Ephigênia dos Santos – Na época da ditadura o Brasil era um lugar onde não se tinha liberdade de expressão e nem de escolha. Meu pai mantinha seus filhos muito restritos e éramos privados de quase tudo, inclusive de sair de casa em tempos de comícios e demais movimentos, sobretudo de cunho político.

 #tecer – Você participou de algum movimento de protesto contra o governo?

ES – Não, até porque não se tinha liberdade o suficiente para expor ideias e sentimentos. Por mais que eu quisesse ou tivesse vontade de exprimir qualquer pensamento acerca do que acontecia, isso não era visto com bons olhos.

 #tecer – O que mudou na sua vida e, em geral, na vida da população brasileira após o fim da ditadura?

ES – Houve uma mudança considerável. Com o término do regime, as pessoas passaram a ter, de fato, direito de exercer as suas liberdades democráticas. A vida melhorou bastante. No entanto ainda há muito mais coisas e fatores que podem ser melhorados.

 O vereador de Mariana/MG, Cristiano Silva Vilas Boas, 24, apresentou um pouco da sua visão como presidente da Comissão dos Direitos Humanos da Câmara Municipal e destacou aspectos legais que variaram com o decorrer dos anos, além de salientar os direitos humanos atuais existentes na legislação brasileira e como são exercidos.

 #tecer – Em que época o Brasil conquistou sua democracia? Ela se exerce de maneira plena?

 Cristiano Silva Vilas Boas – O Brasil viveu poucos períodos de democracia plena. Tivemos quase quatro séculos de escravatura brutal, um século de império, o Estado Novo, que foi também um período ditatorial e terminou em 1945. Em seguida, os breves anos JK foram de democracia, mas sem consolidação. Logo após o governo Jango, que apontava para uma nova democracia, foi abortado em 1964 pelo golpe militar que subjugou o país a uma ditadura cruel, excludente e totalitarista. Na ponta do lápis, vemos que em seus mais de 500 anos de história, o país viveu mais dentro de regimes autoritários do que de liberdades democráticas. Ao todo, não tivemos mais do que uns 30 anos, se muito, de democracia. Somente agora vemos que o país vive mais livremente, mas nossas estruturas institucionais ainda precisam ser aprimoradas, pois muita coisa na herança autoritária ainda repete o passado. Precisamos de reformas amplas, reforma política, agrária, tributária e jurídica para chegarmos numa democracia plena.
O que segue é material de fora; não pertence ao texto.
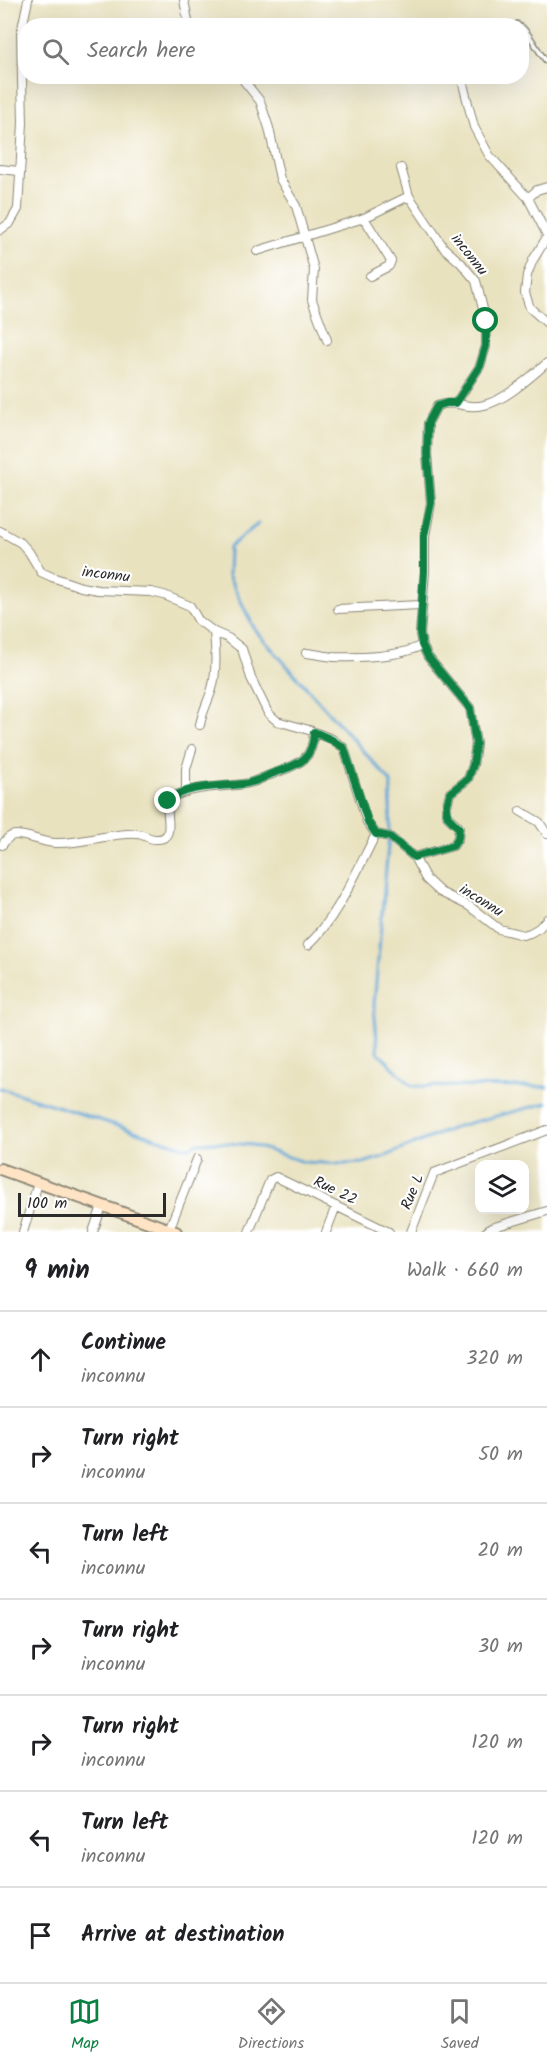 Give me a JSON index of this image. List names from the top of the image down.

 #tecer – A Comissão da Verdade pretende investigar os abusos cometidos contra os direitos humanos durante o período em questão. O que será ou poderá ser feito depois disso?

 CB – Quando foi decretada a Lei Geral da Anistia, logo após o fim da ditadura, vimos que seu período de abrangência não começava em 1964, mas antes disso. Com isso, os militares anistiaram aos presos políticos e a si mesmos, tentando, assim, colocar uma pedra sobre seus próprios crimes. A Comissão da Verdade não tem o poder, nem a intenção, de rever a Lei Geral da Anistia, mas apurar os crimes, abusos e violências cometidos contra aqueles que se opuseram ao golpe militar. A Comissão da Verdade tem o propósito de resgatar a verdadeira história das atrocidades e injustiças cometidas pelos militares a partir de 1964.

 #tecer – Os direitos humanos brasileiros são cumpridos?

 CB – O Brasil é signatário da Declaração Universal dos Direitos Humanos, da ONU (Organização das Nações Unidas). Embora isso seja importante como paradigma, muitas vezes não passa de uma formalidade diplomática que não se aplica na prática. Mesmo tendo superado e transposto o período de perseguições, torturas, limitações a livre expressão do pensamento, entendo que, enquanto houver um brasileiro desempregado, que não come, que não recebe educação adequada, que não mora dignamente, não podemos dizer que os seus direitos humanos estão garantidos. Se não há mais torturas em quartéis por delitos de opinião, não podemos dizer o mesmo sobre o dia-a-dia das delegacias de polícia e aos maus tratos a que são submetidos apenas os mais pobres. Somente podemos dizer que vivemos um período digno de exercício dos direitos humanos quando esta realidade estiver mudada.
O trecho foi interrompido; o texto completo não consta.